__SUPPLIED MATERIAL__
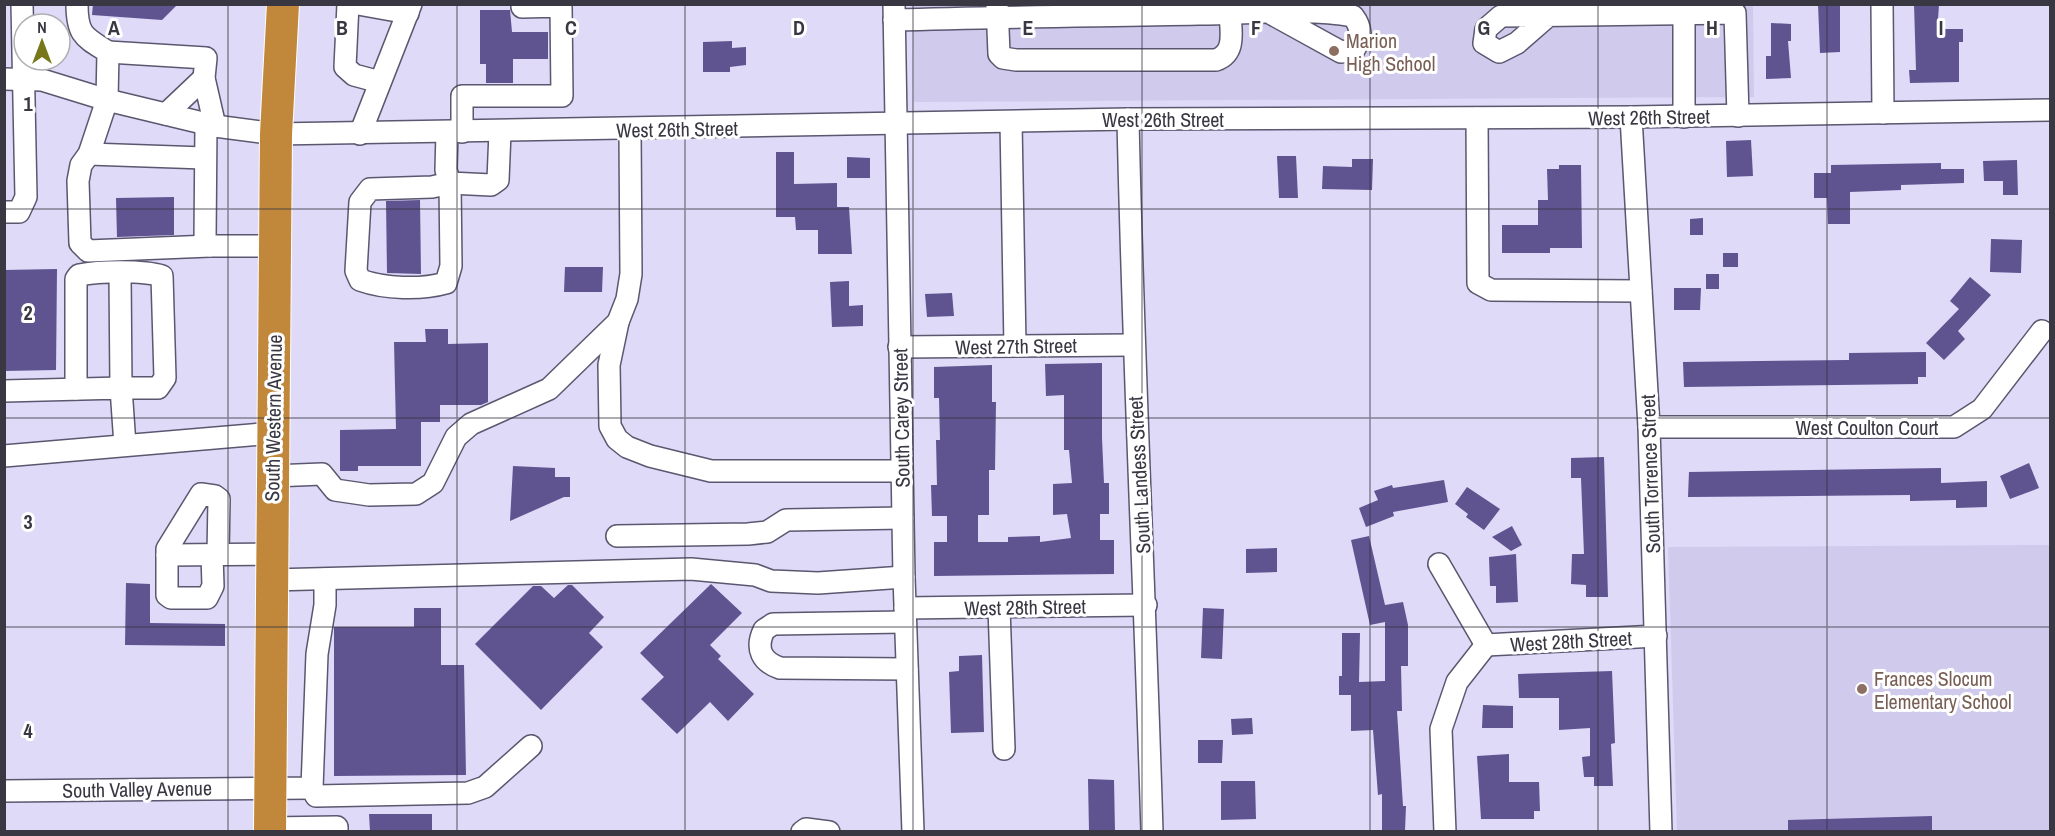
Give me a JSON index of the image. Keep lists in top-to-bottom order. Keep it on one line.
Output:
{"streets":{"highway":["South Western Avenue"],"street":["West 26th Street","West 27th Street","South Carey Street","West Coulton Court","South Torrence Street","South Landess Street","West 28th Street","South Valley Avenue"]},"crossings":[["West 26th Street","South Western Avenue"],["West 26th Street","South Carey Street"],["West 26th Street","South Torrence Street"],["West 26th Street","South Landess Street"],["West 27th Street","South Carey Street"],["West 27th Street","South Landess Street"],["South Western Avenue","South Valley Avenue"],["South Carey Street","West 28th Street"],["West Coulton Court","South Torrence Street"],["South Torrence Street","West 28th Street"],["South Landess Street","West 28th Street"]],"places":["Marion High School","Frances Slocum Elementary School"],"north":"top","grid":{"columns":["A","B","C","D","E","F","G","H","I"],"rows":["1","2","3","4"]}}
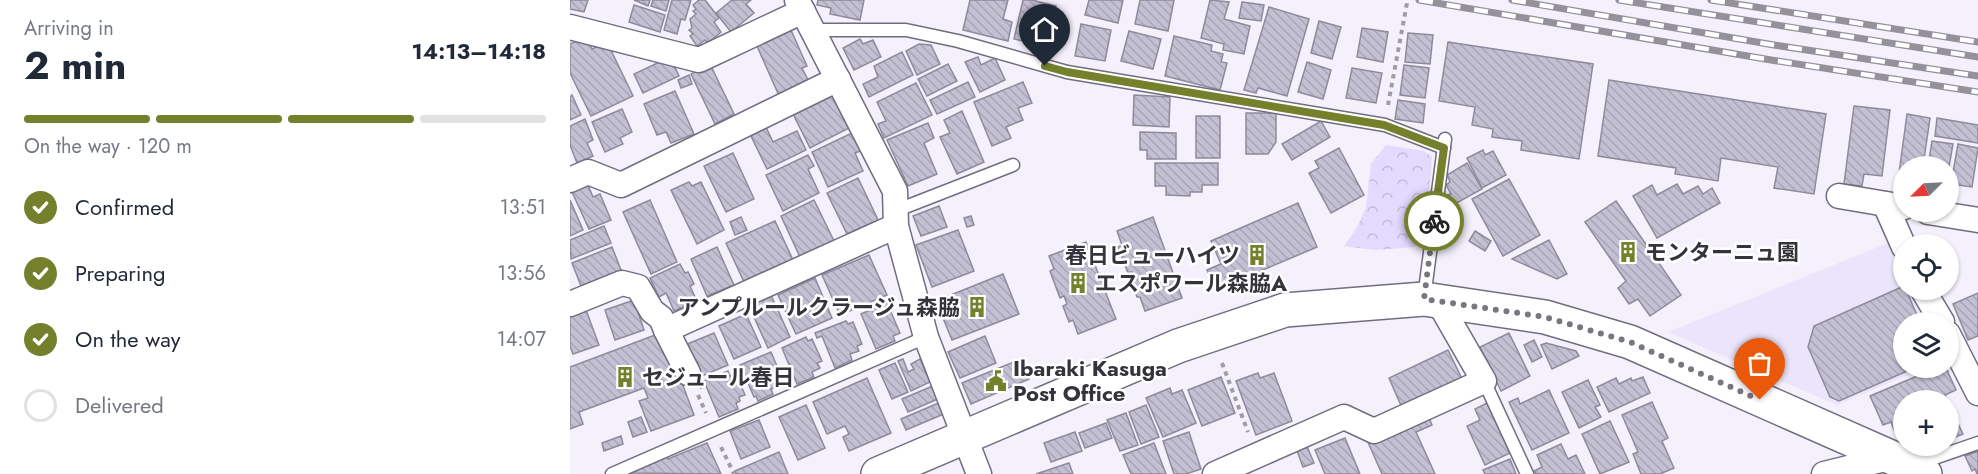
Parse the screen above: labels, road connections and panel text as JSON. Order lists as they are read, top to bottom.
{
  "places": {
    "building": [
      "モンターニュ園",
      "春日ビューハイツ",
      "エスポワール森脇A",
      "アンプルールクラージュ森脇",
      "セジュール春日"
    ],
    "public building": ["Ibaraki Kasuga Post Office"]
  },
  "north": "bottom left",
  "page": {
    "heading": ["2 min", "Arriving in", "14:13–14:18"],
    "bar": "On the way · 120 m",
    "map_buttons": "+",
    "list": [
      ["Confirmed", "13:51"],
      ["Preparing", "13:56"],
      ["On the way", "14:07"],
      "Delivered"
    ]
  }
}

__ACTIVITY__
Word for word, repeat all of the entries above, leaving out the pictures.

__RESPONSE AREA__
Give me a JSON index of the image. Keep lists in top-to-bottom order. Keep it on one line.
Output:
{"streets":{"highway":["South Western Avenue"],"street":["West 26th Street","West 27th Street","South Carey Street","West Coulton Court","South Torrence Street","South Landess Street","West 28th Street","South Valley Avenue"]},"crossings":[["West 26th Street","South Western Avenue"],["West 26th Street","South Carey Street"],["West 26th Street","South Torrence Street"],["West 26th Street","South Landess Street"],["West 27th Street","South Carey Street"],["West 27th Street","South Landess Street"],["South Western Avenue","South Valley Avenue"],["South Carey Street","West 28th Street"],["West Coulton Court","South Torrence Street"],["South Torrence Street","West 28th Street"],["South Landess Street","West 28th Street"]],"places":["Marion High School","Frances Slocum Elementary School"],"north":"top","grid":{"columns":["A","B","C","D","E","F","G","H","I"],"rows":["1","2","3","4"]}}
Parse the screen above: labels, road connections and panel text as JSON. Order lists as they are read, top to bottom.
{
  "places": {
    "building": [
      "モンターニュ園",
      "春日ビューハイツ",
      "エスポワール森脇A",
      "アンプルールクラージュ森脇",
      "セジュール春日"
    ],
    "public building": ["Ibaraki Kasuga Post Office"]
  },
  "north": "bottom left",
  "page": {
    "heading": ["2 min", "Arriving in", "14:13–14:18"],
    "bar": "On the way · 120 m",
    "map_buttons": "+",
    "list": [
      ["Confirmed", "13:51"],
      ["Preparing", "13:56"],
      ["On the way", "14:07"],
      "Delivered"
    ]
  }
}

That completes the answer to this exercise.